I’m relieved and overjoyed to say the project was fully funded and then some. No Country Music will have a proper release on vinyl with some extra money for getting the word out about it. That’s huge.
I’ve also already pre-sold more copies of the record through this campaign than I did for my last record, which I paid thousands of dollars to a hip indie publicist for. The pitch video (which features a song from the album) has received more viewings in the past thirty days than another music video I’ve got on YouTube has received in six years. My music and work has gotten more shout-outs, reposts, tweets, and likes from supporters and friends in the last month than the previous twenty-plus years of my creative life combined.
It would have cost me much more money to garner the kind of attention and interest that I was able to generate because of the finite, pressurized context of the crowdfunding campaign had I simply released the album “on my own” (whatever that means).
All that being said, I see this as a one-shot deal. Since I was tapping almost exclusively into my creative community and personal relationships, this isn’t some new definitive path toward funding my creative work—it’s one half of reciprocal support. If I had an army of listeners and readers, this could and should be the new sustainable way for me to release my work. But I don’t have fans; I have friends.
Yes, some new people (strangers!) found my music through this campaign. My guess, which I am basing on more than half a lifetime of experience, is that they’re fellow makers and we’d hit it off.
I work at Pandora for my day job, so I sometimes hear laments from people about declining royalties, loss of profits, death of the middle class artist, etc… I, of course, believe that in an ideal world people ought to be compensated for creative labor, but that has nothing whatsoever to do with my experience as an artist. Neither ASCAP, BMI, or the RIAA even bother collecting royalties on my behalf.
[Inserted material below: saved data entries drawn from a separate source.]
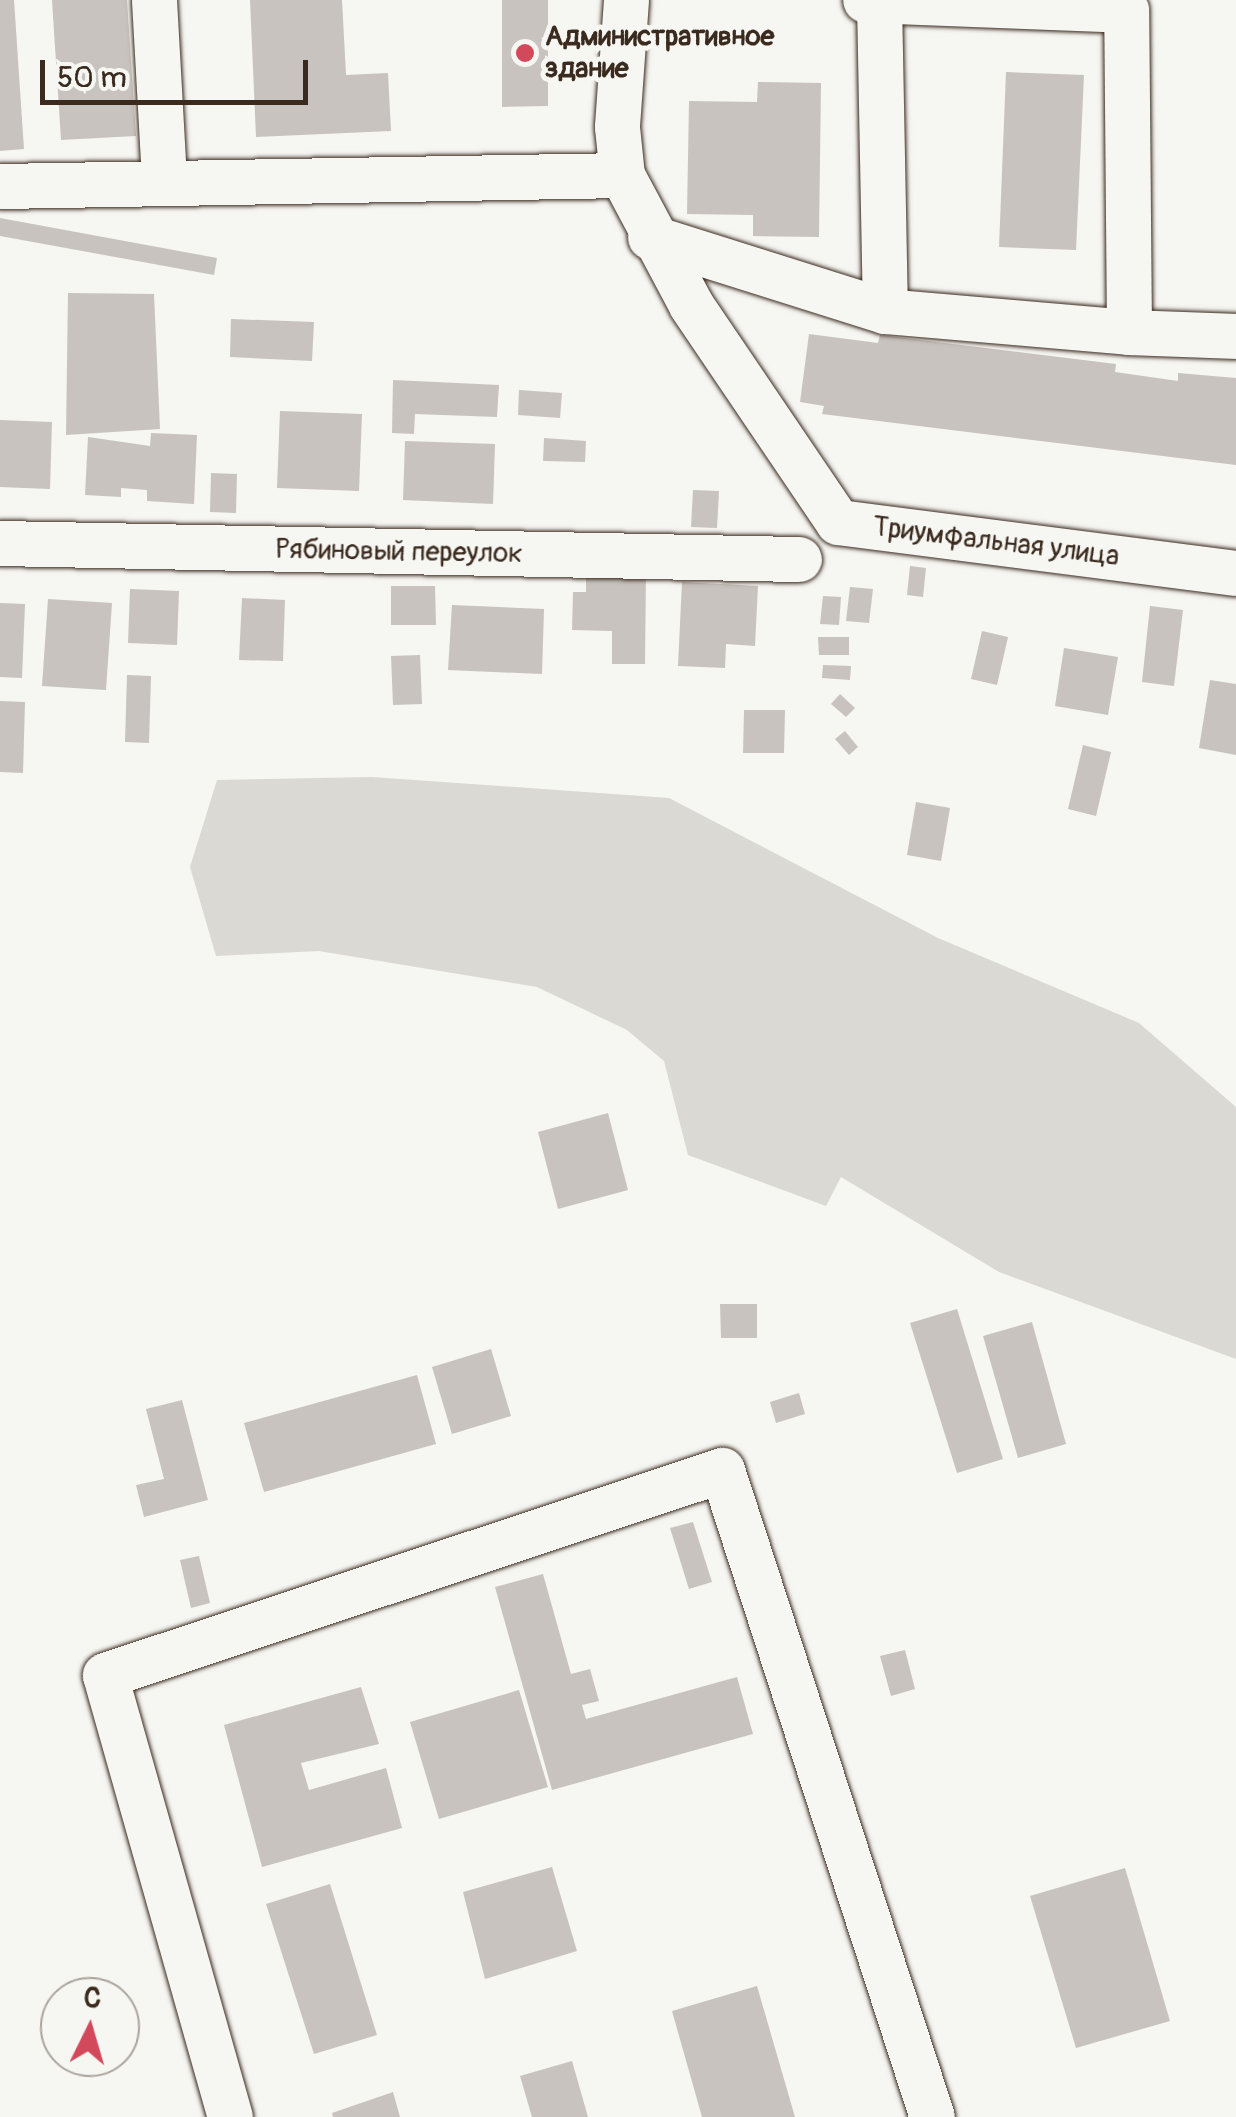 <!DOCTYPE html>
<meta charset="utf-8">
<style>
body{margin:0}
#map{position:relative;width:1236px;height:2117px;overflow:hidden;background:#f6f6f2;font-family:Pangolin,sans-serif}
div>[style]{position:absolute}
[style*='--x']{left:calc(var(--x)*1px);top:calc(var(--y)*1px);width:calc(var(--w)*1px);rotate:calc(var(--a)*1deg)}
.green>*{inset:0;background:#dad9d3}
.building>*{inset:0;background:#c8c3be}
.roads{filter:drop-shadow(0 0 2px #3b2a1e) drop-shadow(0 0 2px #3b2a1e)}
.minor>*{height:45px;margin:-22.5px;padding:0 22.5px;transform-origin:22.5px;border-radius:22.5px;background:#f6f6f2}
.dots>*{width:28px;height:28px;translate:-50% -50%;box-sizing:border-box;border:5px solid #f6f6f2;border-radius:50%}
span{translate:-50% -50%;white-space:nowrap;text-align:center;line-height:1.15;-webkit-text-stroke:10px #f6f6f2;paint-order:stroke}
.poi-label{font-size:28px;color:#3b2a1e;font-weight:700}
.left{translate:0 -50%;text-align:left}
.street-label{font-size:28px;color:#3b2a1e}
.north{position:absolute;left:40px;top:1977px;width:100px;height:100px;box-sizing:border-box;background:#f6f6f2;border:2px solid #aba49d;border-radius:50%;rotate:5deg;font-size:28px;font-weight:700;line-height:40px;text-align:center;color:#3b2a1e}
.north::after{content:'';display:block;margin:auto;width:35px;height:45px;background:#d1495b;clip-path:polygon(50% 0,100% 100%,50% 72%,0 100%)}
.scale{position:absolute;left:40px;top:60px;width:268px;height:45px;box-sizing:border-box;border:5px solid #3b2a1e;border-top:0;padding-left:12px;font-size:30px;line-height:35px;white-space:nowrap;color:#3b2a1e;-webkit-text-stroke:8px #f6f6f2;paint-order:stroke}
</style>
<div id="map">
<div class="green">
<i style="clip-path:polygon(372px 777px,669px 798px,938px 938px,1139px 1023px,1236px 1107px,1236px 1359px,999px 1272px,841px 1177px,826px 1206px,688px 1155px,664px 1061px,627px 1030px,537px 987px,319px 951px,216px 956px,190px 867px,217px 780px)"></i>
</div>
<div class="building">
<i style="clip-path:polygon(0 0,14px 0,24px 149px,0 151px)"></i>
<i style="clip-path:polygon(52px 0,127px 0,136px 136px,61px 140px)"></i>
<i style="clip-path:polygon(250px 0,342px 0,346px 75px,388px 73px,391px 131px,256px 137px)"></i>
<i style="clip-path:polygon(502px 0,548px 0,548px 106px,502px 107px)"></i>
<i style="clip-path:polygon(1006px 72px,1084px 75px,1076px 250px,999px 247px)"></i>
<i style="clip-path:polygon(758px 82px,821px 83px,819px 237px,753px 236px,753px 215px,687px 214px,689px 101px,757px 102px)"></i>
<i style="clip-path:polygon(0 218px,217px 258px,214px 275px,0 236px)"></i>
<i style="clip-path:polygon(68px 293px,154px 294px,160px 429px,66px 435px)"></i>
<i style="clip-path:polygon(231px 319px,314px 322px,312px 361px,230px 357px)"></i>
<i style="clip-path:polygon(809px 334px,878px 343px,880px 335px,1116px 364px,1115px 372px,1178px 381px,1178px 373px,1236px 378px,1236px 465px,822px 414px,824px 406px,800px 402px)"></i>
<i style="clip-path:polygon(393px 380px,499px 385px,497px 417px,415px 414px,414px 434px,392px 433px)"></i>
<i style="clip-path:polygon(519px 390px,562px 393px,560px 418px,518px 415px)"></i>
<i style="clip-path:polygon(280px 411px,362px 414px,359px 491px,277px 488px)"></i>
<i style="clip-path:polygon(0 420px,52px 422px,50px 489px,0 487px)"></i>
<i style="clip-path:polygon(151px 433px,197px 435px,194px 504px,147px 501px,147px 490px,121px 488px,121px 497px,85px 495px,88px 437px,150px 446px)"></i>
<i style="clip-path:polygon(544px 438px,586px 441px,585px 462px,543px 461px)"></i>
<i style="clip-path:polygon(405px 441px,495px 444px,493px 504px,403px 500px)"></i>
<i style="clip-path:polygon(211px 473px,237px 474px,236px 513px,210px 512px)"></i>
<i style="clip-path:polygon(693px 490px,719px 491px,717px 528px,691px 527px)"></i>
<i style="clip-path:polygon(910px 566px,926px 568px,923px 597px,907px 595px)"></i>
<i style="clip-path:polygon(586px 568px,646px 570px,645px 664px,612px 664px,612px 631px,572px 630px,573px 592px,586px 592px)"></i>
<i style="clip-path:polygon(682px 582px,758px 586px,755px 646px,726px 644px,725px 668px,678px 666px)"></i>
<i style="clip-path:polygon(391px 586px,435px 586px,436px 625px,391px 625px)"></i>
<i style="clip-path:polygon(850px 587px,873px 589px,869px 623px,846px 621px)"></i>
<i style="clip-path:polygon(130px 589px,179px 591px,177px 645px,128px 643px)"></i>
<i style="clip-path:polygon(823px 596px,841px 597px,839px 625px,820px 624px)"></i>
<i style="clip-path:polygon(242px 598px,285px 600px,283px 661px,239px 660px)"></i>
<i style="clip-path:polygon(48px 599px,112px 603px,106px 690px,42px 686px)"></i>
<i style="clip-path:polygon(0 603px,25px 604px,22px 678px,0 677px)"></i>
<i style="clip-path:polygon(452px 605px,544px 609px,542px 674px,448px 670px)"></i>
<i style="clip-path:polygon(1150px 606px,1183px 610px,1174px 686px,1142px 682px)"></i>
<i style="clip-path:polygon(982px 631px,1008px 637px,997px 685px,971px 679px)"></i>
<i style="clip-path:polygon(818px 637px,849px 637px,849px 655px,819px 655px)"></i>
<i style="clip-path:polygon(1064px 648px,1118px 657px,1108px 715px,1055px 706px)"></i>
<i style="clip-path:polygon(420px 655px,422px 704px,393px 705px,391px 656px)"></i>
<i style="clip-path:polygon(823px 665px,851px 666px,850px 680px,822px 678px)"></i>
<i style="clip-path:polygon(127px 675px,151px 676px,149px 743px,125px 742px)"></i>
<i style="clip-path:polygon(1210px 680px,1236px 684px,1236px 755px,1199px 748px)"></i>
<i style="clip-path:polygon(840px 694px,855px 708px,846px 717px,831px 704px)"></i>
<i style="clip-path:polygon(0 701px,25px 702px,23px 773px,0 772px)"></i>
<i style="clip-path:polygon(744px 710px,785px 710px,784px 753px,743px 753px)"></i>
<i style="clip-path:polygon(845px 731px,858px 747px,849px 755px,835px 739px)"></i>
<i style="clip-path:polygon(1083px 745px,1111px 752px,1096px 816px,1068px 809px)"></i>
<i style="clip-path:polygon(916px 802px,950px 808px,941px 861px,907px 855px)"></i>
<i style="clip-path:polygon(608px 1113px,628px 1190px,558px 1209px,538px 1132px)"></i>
<i style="clip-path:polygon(720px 1304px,757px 1304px,757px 1338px,721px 1338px)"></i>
<i style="clip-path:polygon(957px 1309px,1003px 1459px,957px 1473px,910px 1323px)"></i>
<i style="clip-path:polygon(1032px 1322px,1066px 1444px,1018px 1458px,983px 1336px)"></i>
<i style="clip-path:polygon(491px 1349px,511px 1416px,452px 1434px,432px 1367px)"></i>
<i style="clip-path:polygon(417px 1375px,436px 1444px,264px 1492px,244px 1423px)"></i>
<i style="clip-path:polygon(799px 1393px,805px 1414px,776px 1423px,770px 1402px)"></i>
<i style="clip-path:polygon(182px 1400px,208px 1500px,144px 1517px,136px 1485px,164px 1479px,146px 1409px)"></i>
<i style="clip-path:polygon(693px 1522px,712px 1582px,689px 1589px,670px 1528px)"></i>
<i style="clip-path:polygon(199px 1556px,210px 1603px,191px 1608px,180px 1560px)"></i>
<i style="clip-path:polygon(543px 1574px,571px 1674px,590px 1669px,599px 1701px,582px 1705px,586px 1719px,737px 1677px,753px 1734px,552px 1790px,495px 1587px)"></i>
<i style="clip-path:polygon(905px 1650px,915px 1689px,891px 1696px,880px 1656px)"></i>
<i style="clip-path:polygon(361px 1687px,379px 1744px,301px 1763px,309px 1790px,386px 1768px,402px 1828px,262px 1867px,224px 1725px)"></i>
<i style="clip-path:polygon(519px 1690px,548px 1787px,439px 1819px,410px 1722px)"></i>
<i style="clip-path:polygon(552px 1867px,577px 1951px,485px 1979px,463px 1892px)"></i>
<i style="clip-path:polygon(1125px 1868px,1170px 2021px,1076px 2048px,1030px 1896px)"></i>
<i style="clip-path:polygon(330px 1884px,377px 2035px,314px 2054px,266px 1904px)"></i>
<i style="clip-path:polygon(757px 1986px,795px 2117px,702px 2117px,672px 2011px)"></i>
<i style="clip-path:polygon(572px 2061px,588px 2117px,532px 2117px,520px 2076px)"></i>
<i style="clip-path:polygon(393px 2092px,400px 2117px,333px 2117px,332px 2113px)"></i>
</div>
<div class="roads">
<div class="minor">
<i style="--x:154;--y:0;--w:180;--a:86.8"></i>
<i style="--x:626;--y:0;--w:127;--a:94.1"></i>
<i style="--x:617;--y:127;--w:48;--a:84.1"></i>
<i style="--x:622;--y:175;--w:147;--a:62"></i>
<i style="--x:691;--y:305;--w:262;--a:55.9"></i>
<i style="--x:838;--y:522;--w:401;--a:7.3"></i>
<i style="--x:879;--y:1;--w:310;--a:88.9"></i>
<i style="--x:0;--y:186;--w:622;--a:-1.01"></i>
<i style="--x:650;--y:237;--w:246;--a:17.5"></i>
<i style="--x:885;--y:311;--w:245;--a:4.9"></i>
<i style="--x:1129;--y:332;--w:322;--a:-90.5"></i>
<i style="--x:1126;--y:10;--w:261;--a:-177.8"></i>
<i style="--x:1129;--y:332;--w:107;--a:2.1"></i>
<i style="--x:0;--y:543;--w:799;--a:1.15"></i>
<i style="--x:230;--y:2117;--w:459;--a:-105.8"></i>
<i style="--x:105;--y:1675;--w:650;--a:-18.38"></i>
<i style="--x:722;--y:1470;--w:680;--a:72.02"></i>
</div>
</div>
<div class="dots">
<i style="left:525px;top:53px;background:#d1495b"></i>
</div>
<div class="poi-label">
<span class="left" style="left:545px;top:53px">Административное<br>здание</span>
</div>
<div class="street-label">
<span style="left:996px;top:542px;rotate:7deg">Триумфальная улица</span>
<span style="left:399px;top:552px;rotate:1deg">Рябиновый переулок</span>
</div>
<div class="north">С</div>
<div class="scale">50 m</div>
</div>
I’ve only ever lost money on creative work (including No Country Music, which cost thousands more to produce than I raised via Kickstarter). My creative existence has been underground with virtually no audience beyond my immediate creative community.
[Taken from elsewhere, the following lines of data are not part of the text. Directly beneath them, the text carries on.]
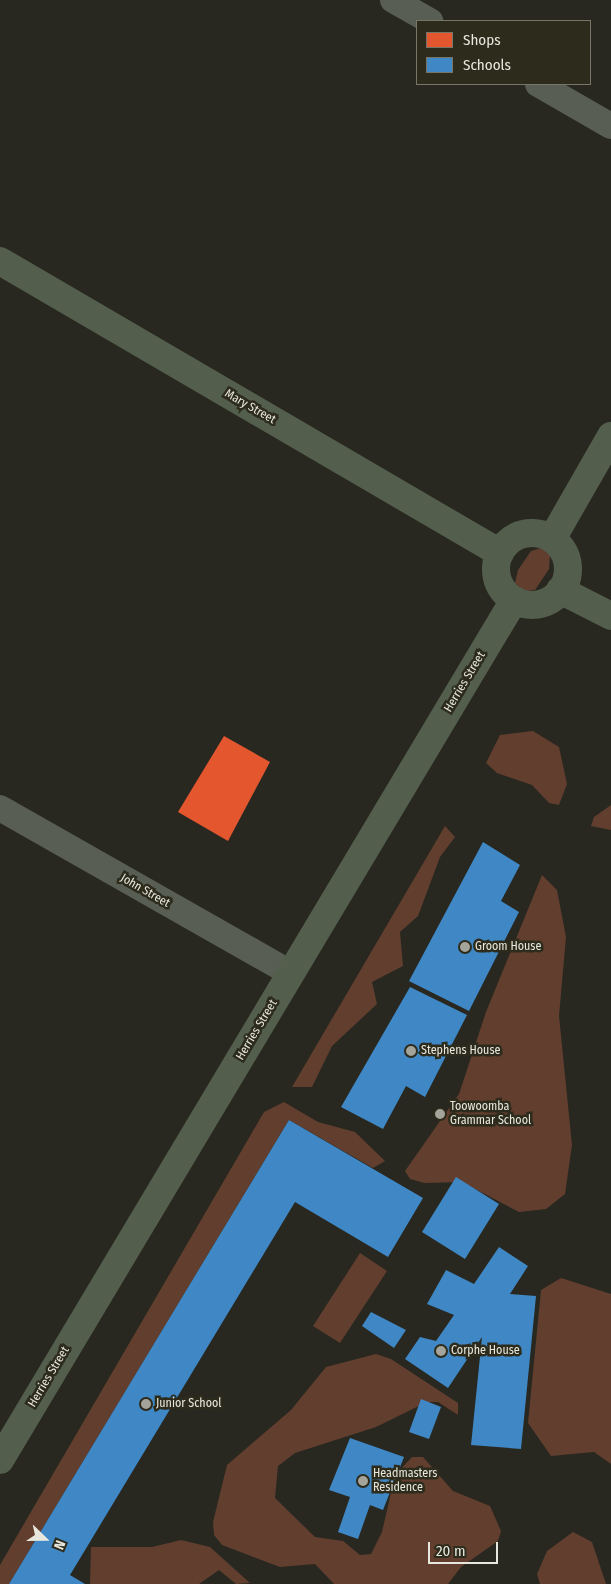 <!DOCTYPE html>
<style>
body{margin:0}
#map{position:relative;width:611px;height:1584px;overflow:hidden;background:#282820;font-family:"Fira Sans Condensed",sans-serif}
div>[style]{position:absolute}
.green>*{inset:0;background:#613e2e}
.shops>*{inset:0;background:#e4572e}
.schools>*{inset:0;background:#3f88c5}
.minor>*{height:26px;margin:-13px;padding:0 13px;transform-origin:13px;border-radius:13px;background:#585e53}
.major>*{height:28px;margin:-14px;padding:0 14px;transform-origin:14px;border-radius:14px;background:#535e4d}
.major>.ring{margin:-14px;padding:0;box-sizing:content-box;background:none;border:28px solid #535e4d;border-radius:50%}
.dots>*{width:14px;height:14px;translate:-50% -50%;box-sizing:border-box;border:2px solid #2c2b1c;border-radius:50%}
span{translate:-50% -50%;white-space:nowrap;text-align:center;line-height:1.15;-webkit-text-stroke:5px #2c2b1c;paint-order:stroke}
.street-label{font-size:12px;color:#e7e7dd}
.poi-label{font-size:12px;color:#e7e7dd}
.left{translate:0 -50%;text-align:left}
.legend{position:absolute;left:416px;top:20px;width:175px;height:65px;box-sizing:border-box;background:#2c2b1c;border:1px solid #777669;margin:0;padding:6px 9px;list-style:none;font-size:15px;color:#e7e7dd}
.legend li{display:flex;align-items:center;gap:10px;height:25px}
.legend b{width:25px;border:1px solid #777669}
.north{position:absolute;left:20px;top:1514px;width:50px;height:50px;-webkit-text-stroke:4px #2c2b1c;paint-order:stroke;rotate:112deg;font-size:14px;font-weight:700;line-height:20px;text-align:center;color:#e7e7dd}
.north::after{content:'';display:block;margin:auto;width:18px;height:22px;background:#e7e7dd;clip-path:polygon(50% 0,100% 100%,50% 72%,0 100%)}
.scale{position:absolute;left:428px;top:1542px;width:70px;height:22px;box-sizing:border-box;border:2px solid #e7e7dd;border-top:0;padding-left:6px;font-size:15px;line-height:18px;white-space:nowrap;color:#e7e7dd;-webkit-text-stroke:4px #2c2b1c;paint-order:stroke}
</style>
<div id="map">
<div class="green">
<div style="clip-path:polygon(541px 548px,550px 555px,549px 569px,535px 590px,524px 591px,515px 583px,518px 570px,531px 551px)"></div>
<div style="clip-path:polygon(533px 731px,559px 747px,567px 784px,559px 805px,549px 803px,532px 785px,497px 773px,486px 763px,500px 735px)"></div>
<div style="clip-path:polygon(611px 805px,611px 830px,591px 826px,594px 817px)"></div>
<div style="clip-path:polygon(445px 826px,455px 837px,440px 857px,418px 916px,400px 932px,403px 966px,372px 982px,377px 1004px,332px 1046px,312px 1087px,292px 1087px)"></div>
<div style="clip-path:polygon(542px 875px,557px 890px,566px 937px,559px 1016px,572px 1145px,565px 1194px,546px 1209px,519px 1212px,462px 1182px,424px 1183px,410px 1179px,405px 1171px,459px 1094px,486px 1012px)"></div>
<div style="clip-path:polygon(284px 1102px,318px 1122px,355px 1132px,385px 1161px,373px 1168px,289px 1120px,9px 1584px,0 1584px,0 1565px,264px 1112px)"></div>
<div style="clip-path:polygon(360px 1253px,387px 1271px,340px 1343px,313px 1326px)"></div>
<div style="clip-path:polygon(561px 1278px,611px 1294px,611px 1464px,594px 1452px,551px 1456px,528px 1423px,541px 1290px)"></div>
<div style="clip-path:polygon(376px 1354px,391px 1359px,458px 1403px,458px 1415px,438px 1402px,427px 1402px,376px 1427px,295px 1453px,278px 1466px,275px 1498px,315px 1537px,343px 1541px,360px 1555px,371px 1554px,382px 1532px,395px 1475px,412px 1457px,423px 1457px,453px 1491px,490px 1506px,501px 1531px,498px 1541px,461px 1567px,448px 1584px,334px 1584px,315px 1564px,280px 1567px,222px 1545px,214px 1535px,213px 1522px,227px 1465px,291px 1410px,326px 1367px)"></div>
<div style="clip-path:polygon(573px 1532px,592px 1542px,606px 1584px,540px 1584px,537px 1574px,547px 1551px)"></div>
<div style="clip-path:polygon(181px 1540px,210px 1547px,250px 1583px,236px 1584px,219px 1570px,199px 1584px,90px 1584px,91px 1547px,152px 1547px)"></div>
</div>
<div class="shops">
<div style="clip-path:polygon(224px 736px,270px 762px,228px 841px,178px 812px)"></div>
</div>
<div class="schools">
<div style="clip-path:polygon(483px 842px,520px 865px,501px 901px,519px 912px,469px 1011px,409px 981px)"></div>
<div style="clip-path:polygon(410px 987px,467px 1015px,425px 1097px,406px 1086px,383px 1129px,341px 1107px)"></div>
<div style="clip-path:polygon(289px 1120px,423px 1198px,388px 1257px,295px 1202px,70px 1575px,85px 1584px,9px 1584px)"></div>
<div style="clip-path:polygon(456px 1177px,499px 1204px,465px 1259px,422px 1232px)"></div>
<div style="clip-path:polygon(499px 1247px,528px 1266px,510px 1294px,536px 1296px,521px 1449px,471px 1445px,482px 1337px,448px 1388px,405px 1359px,420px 1337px,436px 1341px,454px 1315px,427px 1304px,446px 1270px,474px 1284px)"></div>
<div style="clip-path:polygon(371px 1312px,406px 1330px,394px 1348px,362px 1326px)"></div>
<div style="clip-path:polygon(421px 1399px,441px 1407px,429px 1439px,409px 1432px)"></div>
<div style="clip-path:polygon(350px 1438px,404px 1457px,383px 1510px,370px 1505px,358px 1539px,338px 1532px,350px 1497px,329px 1490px)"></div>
</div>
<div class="minor">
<div style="left:393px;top:0;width:43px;rotate:29.6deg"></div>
<div style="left:538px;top:84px;width:84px;rotate:29.9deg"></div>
<div style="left:0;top:808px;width:334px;rotate:29.6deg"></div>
</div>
<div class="major">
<div style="left:0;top:261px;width:579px;rotate:30.28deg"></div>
<div class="ring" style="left:496px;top:533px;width:44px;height:44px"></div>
<div style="left:552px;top:539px;width:119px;rotate:-60.2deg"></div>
<div style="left:560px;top:590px;width:57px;rotate:27deg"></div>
<div style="left:0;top:1460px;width:1002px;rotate:-59.13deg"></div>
</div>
<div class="dots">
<div style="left:465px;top:947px;background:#a4a49b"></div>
<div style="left:411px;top:1051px;background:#a4a49b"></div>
<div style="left:440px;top:1114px;background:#a4a49b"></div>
<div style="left:441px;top:1351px;background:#a4a49b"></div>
<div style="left:146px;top:1404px;background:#a4a49b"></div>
<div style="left:363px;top:1481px;background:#a4a49b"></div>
</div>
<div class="street-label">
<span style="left:250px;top:407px;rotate:30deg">Mary Street</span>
<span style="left:465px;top:682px;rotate:-59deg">Herries Street</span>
<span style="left:145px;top:891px;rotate:30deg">John Street</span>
<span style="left:257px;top:1030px;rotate:-59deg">Herries Street</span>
<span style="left:49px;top:1377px;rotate:-59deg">Herries Street</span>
</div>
<div class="poi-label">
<span class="left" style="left:475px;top:947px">Groom House</span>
<span class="left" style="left:421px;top:1051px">Stephens House</span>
<span class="left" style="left:450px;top:1114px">Toowoomba<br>Grammar School</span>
<span class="left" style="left:451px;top:1351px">Corphe House</span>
<span class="left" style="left:156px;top:1404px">Junior School</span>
<span class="left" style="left:373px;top:1481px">Headmasters<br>Residence</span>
</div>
<ul class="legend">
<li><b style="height:14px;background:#e4572e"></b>Shops</li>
<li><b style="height:14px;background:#3f88c5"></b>Schools</li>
</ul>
<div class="north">N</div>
<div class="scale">20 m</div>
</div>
The keyword here being “community,” meaning, we support one another. I almost never buy a big name author’s or musician’s work new. I’ll wait and pick up a Lorrie Moore book at a thrift store or stream a Dylan record. But I buy tons of records and books made by friends, acquaintances, former professors, and collaborators. And it makes no difference to me if I buy it after it’s manufactured or before, via Kickstarter. In fact, I can’t wrap my brain around why that distinction could possibly matter.
I want to support the work of people I like. I’m curious to hear what my colleagues and friends have to say, what they’re thinking about, what matters to them. I’m invested in the ongoing life of their work, and many of them, it miraculously turns out, are interested in the same for me.
The whole idea of fans and labels and publishers and a bunch of strangers somehow being more valuable or valid than that doesn’t resonate with me like it used to or like it “should.”
Fortunately, I’m not the only one who feels this way.